The Reserve Bank of Australia frequently seeks feedback on the health of the economy. It might want to call the debt counselors soon, as reported on the wires via Bloomberg.

Key Highlights:

•Homeowners, consumers and property investors around Australia are making more calls to financial helplines as three warning signs back up the spike in demand: mortgage arrears are creeping up, lenders’ bad debt provisions have increased and personal insolvencies are near an all-time high.

Australia’s households are among the world’s most indebted after bingeing on more than A$1 trillion ($766 billion) of mortgages amid a housing boom that’s fizzled out in parts of the country, but still roaring in Sydney and Melbourne

•Australians’ private debt has soared to 187 percent of their income, from around 70 percent in the early 1990s, encouraged by low-interest rates.
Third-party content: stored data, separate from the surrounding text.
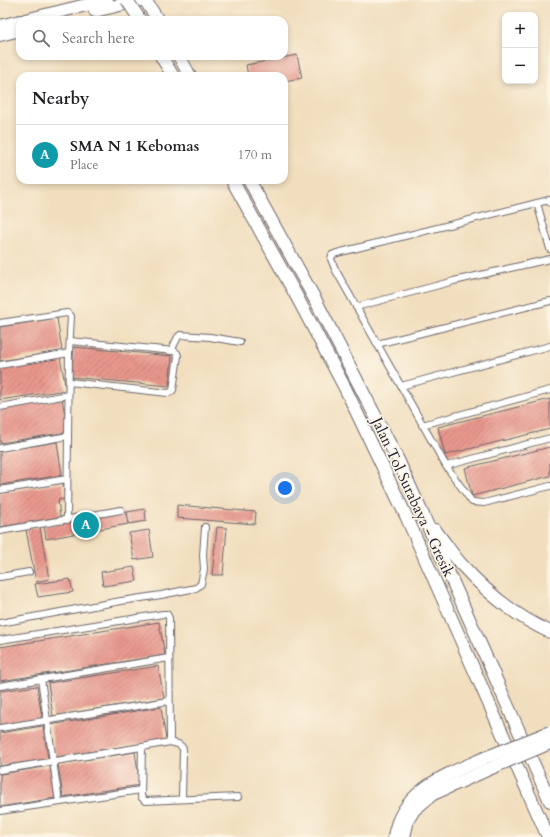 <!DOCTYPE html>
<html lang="en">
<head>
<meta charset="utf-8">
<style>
	:root { --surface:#fff; --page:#f6f6f6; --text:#202124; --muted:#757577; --line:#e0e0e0; --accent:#b45309 }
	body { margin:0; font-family:Cardo,serif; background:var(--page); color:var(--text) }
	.controls { position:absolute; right:12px; top:12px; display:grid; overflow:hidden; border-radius:8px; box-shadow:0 2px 6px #0003 }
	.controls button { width:36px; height:36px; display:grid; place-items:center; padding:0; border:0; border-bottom:1px solid var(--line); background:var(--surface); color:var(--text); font:20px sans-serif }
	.you { position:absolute; left:285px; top:488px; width:14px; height:14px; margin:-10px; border:3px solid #fff; border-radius:50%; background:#1a73e8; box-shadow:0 0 0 6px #1a73e833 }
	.badge { display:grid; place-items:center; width:26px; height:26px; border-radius:50%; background:var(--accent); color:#fff; font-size:13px; font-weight:700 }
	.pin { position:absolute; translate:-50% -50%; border:2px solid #fff; box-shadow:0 1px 4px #0006 }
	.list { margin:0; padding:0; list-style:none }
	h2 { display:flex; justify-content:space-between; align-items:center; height:52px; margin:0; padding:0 16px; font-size:17px }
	h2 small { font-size:13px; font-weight:400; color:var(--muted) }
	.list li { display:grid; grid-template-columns:26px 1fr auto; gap:12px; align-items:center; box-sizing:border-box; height:60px; padding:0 16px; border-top:1px solid var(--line) }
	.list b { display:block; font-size:15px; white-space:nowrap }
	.list p { margin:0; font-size:13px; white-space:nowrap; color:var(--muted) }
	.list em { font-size:13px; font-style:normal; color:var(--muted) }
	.icon { flex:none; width:22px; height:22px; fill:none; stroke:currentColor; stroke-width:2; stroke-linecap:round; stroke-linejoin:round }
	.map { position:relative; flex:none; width:550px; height:837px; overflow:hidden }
	.search { position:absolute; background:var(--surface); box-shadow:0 2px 6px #0003; left:16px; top:16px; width:272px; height:44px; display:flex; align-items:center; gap:10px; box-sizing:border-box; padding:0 14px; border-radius:12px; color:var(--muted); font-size:15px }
	.panel { position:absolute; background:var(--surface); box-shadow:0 2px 6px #0003; left:16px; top:72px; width:272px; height:112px; border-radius:12px }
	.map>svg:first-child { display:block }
</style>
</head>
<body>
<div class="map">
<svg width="550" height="837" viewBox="0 0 550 837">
	<defs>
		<pattern id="building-hatch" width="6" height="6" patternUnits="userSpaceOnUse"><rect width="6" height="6" fill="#e9978d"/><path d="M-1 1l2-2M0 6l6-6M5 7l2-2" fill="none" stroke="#bc7b74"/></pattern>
	</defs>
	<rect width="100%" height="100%" fill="#fcf5e5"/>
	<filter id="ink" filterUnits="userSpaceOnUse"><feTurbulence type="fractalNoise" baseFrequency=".025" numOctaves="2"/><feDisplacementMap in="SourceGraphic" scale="8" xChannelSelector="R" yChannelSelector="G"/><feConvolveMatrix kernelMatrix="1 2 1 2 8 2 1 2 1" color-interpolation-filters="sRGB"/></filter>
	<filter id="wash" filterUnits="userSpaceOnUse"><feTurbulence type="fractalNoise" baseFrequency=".012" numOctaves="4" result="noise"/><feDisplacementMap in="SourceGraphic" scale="16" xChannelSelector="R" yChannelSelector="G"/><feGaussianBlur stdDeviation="0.9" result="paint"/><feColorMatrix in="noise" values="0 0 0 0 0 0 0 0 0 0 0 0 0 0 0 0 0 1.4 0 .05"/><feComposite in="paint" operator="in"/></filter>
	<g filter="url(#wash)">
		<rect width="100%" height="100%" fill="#f1debe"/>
		<g id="blocks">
			<g fill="url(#building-hatch)">
				<path d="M297 55 302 78 284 81V76H248L246 65Z"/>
				<path d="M57 318 62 351 0 361V327Z"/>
				<path d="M74 347 172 356 169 386 71 377Z"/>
				<path d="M60 357 66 390 0 400V367Z"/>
				<path d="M62 399 68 432 0 443V409Z"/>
				<path d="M550 399V429L445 455 438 427Z"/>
				<path d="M57 442 62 475 0 485V451Z"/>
				<path d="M550 447V476L472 496 465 468Z"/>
				<path d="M63 483 65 499 58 500 60 517 0 527V493Z"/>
				<path d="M177 505 256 512 255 524 177 518Z"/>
				<path d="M145 509 146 521 129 524 127 512Z"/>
				<path d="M126 512 128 524 46 539 44 526Z"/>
				<path d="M40 527 49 579 36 582 26 530Z"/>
				<path d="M217 527 227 528 223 575H212Z"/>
				<path d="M149 530 153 557 134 560 129 533Z"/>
				<path d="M134 567 137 581 103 586 101 572Z"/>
				<path d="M70 579 73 592 38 597 35 584Z"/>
				<path d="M159 622 165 655 0 681V647Z"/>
				<path d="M158 666 164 698 53 716 48 683Z"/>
				<path d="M37 686 42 718 0 725V691Z"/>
				<path d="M161 707 166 740 56 757 50 725Z"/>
				<path d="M43 726 48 759 0 766V733Z"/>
				<path d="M135 752 140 785 63 797 58 764Z"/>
				<path d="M50 766 55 798 0 807V774Z"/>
			</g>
		</g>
	</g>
	<g filter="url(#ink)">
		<use href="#blocks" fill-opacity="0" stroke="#6a6469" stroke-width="1"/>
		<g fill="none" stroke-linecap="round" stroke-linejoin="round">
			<g stroke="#6a6469" stroke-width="8">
				<g id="street">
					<path d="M537 203 550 249"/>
					<path d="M550 203 549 200 337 253 332 255 331 259 335 269 446 466 472 502 484 503 550 486"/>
					<path d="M356 307 454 281 550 259"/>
					<path d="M0 323 67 313 69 314 71 316 69 353 67 520"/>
					<path d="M377 344 550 301"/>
					<path d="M171 351 178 337 180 335 210 337 240 342"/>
					<path d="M0 365 69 353"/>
					<path d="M69 382 168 393 171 392 173 390 178 356 177 353 174 351 70 341"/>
					<path d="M401 386 550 346"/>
					<path d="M0 407 68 395"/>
					<path d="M422 425 550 390"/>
					<path d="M0 448 68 436"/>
					<path d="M446 466 550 438"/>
					<path d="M0 490 67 479"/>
					<path d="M0 531 121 510"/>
					<path d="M0 577 29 572"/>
					<path d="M0 623 121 601 161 595 196 588 201 584 204 569 203 555 205 527"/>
					<path d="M0 640 163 614H167L169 618 170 742"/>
					<path d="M41 679 59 802"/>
					<path d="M0 686 169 658"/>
					<path d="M0 728 169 701"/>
					<path d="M142 747 141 797 145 801 238 797"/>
					<path d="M0 770 142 747 170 742 178 744 181 746 183 749 182 799"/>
					<path d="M0 811 141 790"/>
				</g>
			</g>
			<g stroke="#6a6469" stroke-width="14">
				<g id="highway">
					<path d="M145 0 158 20"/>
					<path d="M95 11 141 0"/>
					<path d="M25 20 107 0"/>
					<path d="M0 26 20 21"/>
					<path d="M0 35 20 30"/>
					<path d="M161 56 173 76"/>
					<path d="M179 56 190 76"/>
					<path d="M232 180 297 297 346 390 407 518 548 837"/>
					<path d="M249 180 316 301 398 460 423 515 550 801"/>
					<path d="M435 530C444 541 452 554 461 564 486 592 517 617 550 632"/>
					<path d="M394 837C401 789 449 774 487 757"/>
					<path d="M404 837 408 820 414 810 433 794 489 769"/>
				</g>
			</g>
			<use href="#street" stroke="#fff" stroke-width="6"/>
			<use href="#highway" stroke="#fff" stroke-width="12"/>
			<g stroke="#6a6469" stroke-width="14" stroke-linecap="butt">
				<g id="highway-bridge">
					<path d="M127 0 140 20"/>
					<path d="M487 757 550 732"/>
					<path d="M489 769 550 743"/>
				</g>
			</g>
			<use href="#highway-bridge" stroke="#fff" stroke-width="12"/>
		</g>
	</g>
	<g text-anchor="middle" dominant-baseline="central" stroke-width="3.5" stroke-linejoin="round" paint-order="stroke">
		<g font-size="15" fill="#22223b" stroke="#fcf5e5">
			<text transform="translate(413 497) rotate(65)">Jalan Tol Surabaya - Gresik</text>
		</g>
	</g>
</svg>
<div class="controls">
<button>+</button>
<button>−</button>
</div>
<div class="you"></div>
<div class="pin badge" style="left:86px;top:525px;background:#0f9aa8">A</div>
<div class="search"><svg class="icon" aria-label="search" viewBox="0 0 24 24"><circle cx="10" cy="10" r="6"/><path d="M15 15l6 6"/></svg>Search here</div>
<section class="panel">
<h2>Nearby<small></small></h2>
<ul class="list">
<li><span class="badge" style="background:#0f9aa8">A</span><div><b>SMA N 1 Kebomas</b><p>Place</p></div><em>170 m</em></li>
</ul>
</section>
</div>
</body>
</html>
In a November speech, Lowe said that while most households are managing these levels of debt, many feel they are closer to their borrowing capacity than they once were.

•The governor noted Australia’s divergent housing market on Tuesday when the RBA left the benchmark cash rate at a record-low 1.5 percent in its first decision of the year, saying conditions “vary considerably” around the country as prices in some markets continue to rise “briskly.”

•After a seven year bull-run, annual cash earnings at Australia’s big four banks fell last year for the first time since the financial crisis, said PricewaterhouseCoopers. At the same time, their bad debt expenses - which encompass both business and consumer lending - jumped 39 percent to A$5.1 billion, the highest since 2012.